#### The data:
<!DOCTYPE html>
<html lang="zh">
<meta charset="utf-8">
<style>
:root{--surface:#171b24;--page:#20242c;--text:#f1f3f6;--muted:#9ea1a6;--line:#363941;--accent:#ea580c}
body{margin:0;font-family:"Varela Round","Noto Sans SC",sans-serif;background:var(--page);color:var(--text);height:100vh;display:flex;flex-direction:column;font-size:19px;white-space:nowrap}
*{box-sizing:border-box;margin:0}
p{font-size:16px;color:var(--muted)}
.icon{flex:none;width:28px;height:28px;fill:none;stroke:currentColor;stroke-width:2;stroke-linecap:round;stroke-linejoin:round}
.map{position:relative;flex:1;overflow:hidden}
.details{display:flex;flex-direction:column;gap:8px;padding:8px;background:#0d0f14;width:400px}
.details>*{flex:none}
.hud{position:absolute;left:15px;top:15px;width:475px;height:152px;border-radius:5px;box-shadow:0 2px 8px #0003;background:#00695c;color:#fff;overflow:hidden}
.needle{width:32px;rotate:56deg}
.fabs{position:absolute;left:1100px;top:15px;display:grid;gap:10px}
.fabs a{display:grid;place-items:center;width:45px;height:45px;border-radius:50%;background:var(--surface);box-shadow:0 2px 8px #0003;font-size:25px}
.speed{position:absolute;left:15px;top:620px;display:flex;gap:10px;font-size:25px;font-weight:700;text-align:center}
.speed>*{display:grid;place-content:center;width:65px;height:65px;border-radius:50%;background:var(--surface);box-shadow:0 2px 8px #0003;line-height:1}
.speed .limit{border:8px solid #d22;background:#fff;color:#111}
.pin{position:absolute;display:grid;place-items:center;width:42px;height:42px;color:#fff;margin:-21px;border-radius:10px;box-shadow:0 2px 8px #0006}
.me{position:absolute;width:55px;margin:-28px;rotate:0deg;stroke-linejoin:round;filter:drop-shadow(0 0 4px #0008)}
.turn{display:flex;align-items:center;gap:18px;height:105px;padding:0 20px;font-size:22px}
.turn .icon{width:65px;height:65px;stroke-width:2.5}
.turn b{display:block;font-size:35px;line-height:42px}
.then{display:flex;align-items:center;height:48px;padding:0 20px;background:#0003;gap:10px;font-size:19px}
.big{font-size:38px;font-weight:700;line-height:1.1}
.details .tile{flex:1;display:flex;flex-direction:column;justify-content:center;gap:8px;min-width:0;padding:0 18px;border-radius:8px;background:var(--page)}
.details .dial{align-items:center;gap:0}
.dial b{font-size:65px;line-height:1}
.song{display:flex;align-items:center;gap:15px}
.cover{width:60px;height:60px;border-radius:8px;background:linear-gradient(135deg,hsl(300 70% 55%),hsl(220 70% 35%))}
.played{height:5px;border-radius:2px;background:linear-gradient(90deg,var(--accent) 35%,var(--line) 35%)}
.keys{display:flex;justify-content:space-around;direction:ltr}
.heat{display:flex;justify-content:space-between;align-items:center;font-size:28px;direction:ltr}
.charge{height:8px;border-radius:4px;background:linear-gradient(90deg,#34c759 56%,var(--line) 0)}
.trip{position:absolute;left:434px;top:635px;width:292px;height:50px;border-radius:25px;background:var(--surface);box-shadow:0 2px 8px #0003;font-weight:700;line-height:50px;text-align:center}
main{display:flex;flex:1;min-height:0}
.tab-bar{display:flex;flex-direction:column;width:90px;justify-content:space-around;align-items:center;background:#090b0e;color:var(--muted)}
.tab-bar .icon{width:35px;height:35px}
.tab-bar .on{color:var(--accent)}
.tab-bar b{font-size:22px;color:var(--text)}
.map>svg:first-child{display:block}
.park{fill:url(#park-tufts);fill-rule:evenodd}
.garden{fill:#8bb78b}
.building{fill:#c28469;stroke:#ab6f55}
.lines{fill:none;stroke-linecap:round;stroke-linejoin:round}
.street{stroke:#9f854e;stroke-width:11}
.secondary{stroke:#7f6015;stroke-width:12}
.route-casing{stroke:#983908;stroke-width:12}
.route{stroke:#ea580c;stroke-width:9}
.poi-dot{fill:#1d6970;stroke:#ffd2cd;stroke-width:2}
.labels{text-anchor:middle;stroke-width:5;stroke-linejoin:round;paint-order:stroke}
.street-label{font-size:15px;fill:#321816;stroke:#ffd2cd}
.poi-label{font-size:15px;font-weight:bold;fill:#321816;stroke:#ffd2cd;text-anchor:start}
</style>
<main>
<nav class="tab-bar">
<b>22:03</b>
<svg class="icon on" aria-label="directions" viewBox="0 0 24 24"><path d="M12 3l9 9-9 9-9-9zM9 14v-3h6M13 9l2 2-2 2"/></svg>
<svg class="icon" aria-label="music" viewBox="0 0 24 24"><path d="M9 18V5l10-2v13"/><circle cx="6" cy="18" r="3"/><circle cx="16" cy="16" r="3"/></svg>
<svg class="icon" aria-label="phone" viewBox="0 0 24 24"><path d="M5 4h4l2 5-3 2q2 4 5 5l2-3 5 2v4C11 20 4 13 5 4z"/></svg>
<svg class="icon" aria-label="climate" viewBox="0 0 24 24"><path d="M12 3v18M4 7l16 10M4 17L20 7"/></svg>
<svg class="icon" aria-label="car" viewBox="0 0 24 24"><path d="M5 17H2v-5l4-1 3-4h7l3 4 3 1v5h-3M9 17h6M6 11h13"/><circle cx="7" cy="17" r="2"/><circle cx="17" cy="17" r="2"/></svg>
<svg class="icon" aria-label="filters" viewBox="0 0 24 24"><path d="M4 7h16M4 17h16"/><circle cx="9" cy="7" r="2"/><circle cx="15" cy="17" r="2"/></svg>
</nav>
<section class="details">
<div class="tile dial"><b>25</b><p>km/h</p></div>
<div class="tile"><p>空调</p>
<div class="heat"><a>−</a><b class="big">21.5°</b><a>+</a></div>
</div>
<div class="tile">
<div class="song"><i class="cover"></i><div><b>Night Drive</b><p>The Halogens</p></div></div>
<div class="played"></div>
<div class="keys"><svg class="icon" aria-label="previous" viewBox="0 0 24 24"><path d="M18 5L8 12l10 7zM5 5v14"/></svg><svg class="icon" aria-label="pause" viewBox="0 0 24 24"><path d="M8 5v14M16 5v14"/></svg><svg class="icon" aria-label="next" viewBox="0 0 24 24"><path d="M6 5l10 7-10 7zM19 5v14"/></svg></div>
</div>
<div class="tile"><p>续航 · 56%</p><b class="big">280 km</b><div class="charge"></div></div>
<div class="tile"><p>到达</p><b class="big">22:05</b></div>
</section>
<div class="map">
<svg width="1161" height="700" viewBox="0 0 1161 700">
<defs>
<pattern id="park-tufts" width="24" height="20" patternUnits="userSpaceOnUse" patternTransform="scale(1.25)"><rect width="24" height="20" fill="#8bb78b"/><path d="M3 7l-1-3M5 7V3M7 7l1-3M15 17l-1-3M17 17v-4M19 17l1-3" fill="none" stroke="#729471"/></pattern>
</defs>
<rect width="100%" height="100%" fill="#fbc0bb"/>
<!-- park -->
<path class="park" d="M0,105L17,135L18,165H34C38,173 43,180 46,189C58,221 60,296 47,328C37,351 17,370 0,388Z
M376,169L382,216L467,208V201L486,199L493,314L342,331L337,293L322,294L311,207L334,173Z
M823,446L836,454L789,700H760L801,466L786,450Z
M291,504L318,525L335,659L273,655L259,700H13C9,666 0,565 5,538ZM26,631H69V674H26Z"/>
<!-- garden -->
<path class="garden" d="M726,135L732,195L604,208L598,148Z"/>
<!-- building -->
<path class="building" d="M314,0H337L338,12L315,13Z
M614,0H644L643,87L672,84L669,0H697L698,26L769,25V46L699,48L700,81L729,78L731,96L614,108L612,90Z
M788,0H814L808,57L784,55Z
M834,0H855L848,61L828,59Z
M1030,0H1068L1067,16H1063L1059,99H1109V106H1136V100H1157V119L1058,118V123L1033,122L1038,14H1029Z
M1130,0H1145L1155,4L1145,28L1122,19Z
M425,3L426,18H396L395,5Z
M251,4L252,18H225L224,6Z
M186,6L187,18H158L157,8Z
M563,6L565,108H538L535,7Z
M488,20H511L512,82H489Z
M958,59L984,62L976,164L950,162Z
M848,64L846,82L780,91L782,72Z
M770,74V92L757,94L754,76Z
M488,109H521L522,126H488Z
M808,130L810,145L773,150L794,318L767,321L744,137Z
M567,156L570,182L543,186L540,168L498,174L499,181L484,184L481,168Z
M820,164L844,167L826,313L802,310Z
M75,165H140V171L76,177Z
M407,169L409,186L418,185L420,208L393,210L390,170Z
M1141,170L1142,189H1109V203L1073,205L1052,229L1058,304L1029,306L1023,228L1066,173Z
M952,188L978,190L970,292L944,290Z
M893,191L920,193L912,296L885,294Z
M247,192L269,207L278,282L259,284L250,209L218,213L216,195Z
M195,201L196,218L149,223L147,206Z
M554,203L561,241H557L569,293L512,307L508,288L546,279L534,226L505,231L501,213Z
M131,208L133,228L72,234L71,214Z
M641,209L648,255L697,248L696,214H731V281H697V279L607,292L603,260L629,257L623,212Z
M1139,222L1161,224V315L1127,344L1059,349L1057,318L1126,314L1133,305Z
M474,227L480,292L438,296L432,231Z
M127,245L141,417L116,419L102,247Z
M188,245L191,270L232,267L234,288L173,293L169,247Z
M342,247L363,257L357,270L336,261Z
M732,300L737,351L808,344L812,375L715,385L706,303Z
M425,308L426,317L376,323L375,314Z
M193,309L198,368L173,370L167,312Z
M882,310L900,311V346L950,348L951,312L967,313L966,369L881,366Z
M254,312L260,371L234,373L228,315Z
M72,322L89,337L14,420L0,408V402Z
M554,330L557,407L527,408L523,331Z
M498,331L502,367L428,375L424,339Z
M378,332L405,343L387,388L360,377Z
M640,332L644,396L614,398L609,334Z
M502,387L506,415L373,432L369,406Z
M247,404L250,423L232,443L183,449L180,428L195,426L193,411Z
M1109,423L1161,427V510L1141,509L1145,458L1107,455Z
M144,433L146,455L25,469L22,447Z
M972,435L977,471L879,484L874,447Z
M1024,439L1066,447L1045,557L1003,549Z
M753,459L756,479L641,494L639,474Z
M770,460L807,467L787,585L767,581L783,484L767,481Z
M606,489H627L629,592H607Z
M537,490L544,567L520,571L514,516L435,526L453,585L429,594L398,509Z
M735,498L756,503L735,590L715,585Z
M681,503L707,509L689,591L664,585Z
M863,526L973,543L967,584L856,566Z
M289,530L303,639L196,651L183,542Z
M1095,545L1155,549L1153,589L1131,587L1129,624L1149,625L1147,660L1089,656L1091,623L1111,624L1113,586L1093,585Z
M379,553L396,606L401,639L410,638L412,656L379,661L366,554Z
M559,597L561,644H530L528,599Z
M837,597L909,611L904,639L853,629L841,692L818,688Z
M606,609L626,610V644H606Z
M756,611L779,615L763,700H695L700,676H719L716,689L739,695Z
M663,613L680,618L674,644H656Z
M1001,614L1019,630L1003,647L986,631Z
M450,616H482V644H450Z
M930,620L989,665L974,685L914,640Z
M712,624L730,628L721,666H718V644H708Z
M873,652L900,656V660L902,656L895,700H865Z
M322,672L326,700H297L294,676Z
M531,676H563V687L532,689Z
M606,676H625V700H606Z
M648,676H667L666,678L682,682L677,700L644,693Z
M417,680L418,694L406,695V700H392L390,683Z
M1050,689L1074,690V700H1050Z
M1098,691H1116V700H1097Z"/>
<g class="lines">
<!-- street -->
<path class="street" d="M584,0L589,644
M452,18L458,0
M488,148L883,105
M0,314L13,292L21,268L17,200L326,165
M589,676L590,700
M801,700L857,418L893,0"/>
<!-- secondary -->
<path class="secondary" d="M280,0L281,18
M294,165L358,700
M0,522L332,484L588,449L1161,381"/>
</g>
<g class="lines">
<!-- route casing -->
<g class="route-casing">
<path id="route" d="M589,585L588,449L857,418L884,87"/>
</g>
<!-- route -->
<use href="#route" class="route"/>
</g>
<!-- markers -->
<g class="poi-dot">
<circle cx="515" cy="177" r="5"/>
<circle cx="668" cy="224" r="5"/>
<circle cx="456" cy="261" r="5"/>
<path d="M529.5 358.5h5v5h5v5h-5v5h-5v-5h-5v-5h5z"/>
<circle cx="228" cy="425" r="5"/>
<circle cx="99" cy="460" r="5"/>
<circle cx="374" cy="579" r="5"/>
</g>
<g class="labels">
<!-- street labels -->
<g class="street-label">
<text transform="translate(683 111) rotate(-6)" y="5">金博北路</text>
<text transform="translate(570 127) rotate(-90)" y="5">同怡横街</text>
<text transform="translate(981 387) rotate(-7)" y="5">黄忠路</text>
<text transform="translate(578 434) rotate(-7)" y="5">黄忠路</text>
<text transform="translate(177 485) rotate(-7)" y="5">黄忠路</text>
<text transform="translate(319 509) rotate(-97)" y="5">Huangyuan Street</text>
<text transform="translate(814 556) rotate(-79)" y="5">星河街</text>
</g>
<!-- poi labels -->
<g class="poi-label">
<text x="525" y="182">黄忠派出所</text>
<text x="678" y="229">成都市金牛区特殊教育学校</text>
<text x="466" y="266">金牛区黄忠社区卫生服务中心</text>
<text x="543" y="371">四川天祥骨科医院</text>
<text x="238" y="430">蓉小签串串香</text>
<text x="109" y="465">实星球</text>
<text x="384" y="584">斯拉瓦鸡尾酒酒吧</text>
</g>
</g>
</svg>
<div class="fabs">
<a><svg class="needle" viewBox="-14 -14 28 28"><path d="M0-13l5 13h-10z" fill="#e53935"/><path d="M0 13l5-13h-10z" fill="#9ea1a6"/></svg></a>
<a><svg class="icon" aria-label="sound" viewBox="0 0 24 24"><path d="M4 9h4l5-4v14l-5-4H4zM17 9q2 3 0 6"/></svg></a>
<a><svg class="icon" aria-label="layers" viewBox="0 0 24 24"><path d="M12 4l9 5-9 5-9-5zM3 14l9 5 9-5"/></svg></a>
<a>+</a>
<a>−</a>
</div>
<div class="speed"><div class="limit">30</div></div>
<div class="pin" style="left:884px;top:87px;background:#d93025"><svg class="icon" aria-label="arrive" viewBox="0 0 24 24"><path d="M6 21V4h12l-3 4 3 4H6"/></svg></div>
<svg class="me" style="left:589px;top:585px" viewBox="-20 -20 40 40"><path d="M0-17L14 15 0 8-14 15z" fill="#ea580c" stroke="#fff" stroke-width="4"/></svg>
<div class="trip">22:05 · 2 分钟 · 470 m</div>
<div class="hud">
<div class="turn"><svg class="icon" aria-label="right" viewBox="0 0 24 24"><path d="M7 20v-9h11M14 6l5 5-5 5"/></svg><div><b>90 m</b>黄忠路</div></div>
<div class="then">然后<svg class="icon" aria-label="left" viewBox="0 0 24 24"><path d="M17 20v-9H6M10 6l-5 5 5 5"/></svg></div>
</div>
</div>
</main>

#### Exercise goal:
Please copy each line of the records above in which the word "overflow" can be found.

#### Answer for the task:
.map{position:relative;flex:1;overflow:hidden}
.hud{position:absolute;left:15px;top:15px;width:475px;height:152px;border-radius:5px;box-shadow:0 2px 8px #0003;background:#00695c;color:#fff;overflow:hidden}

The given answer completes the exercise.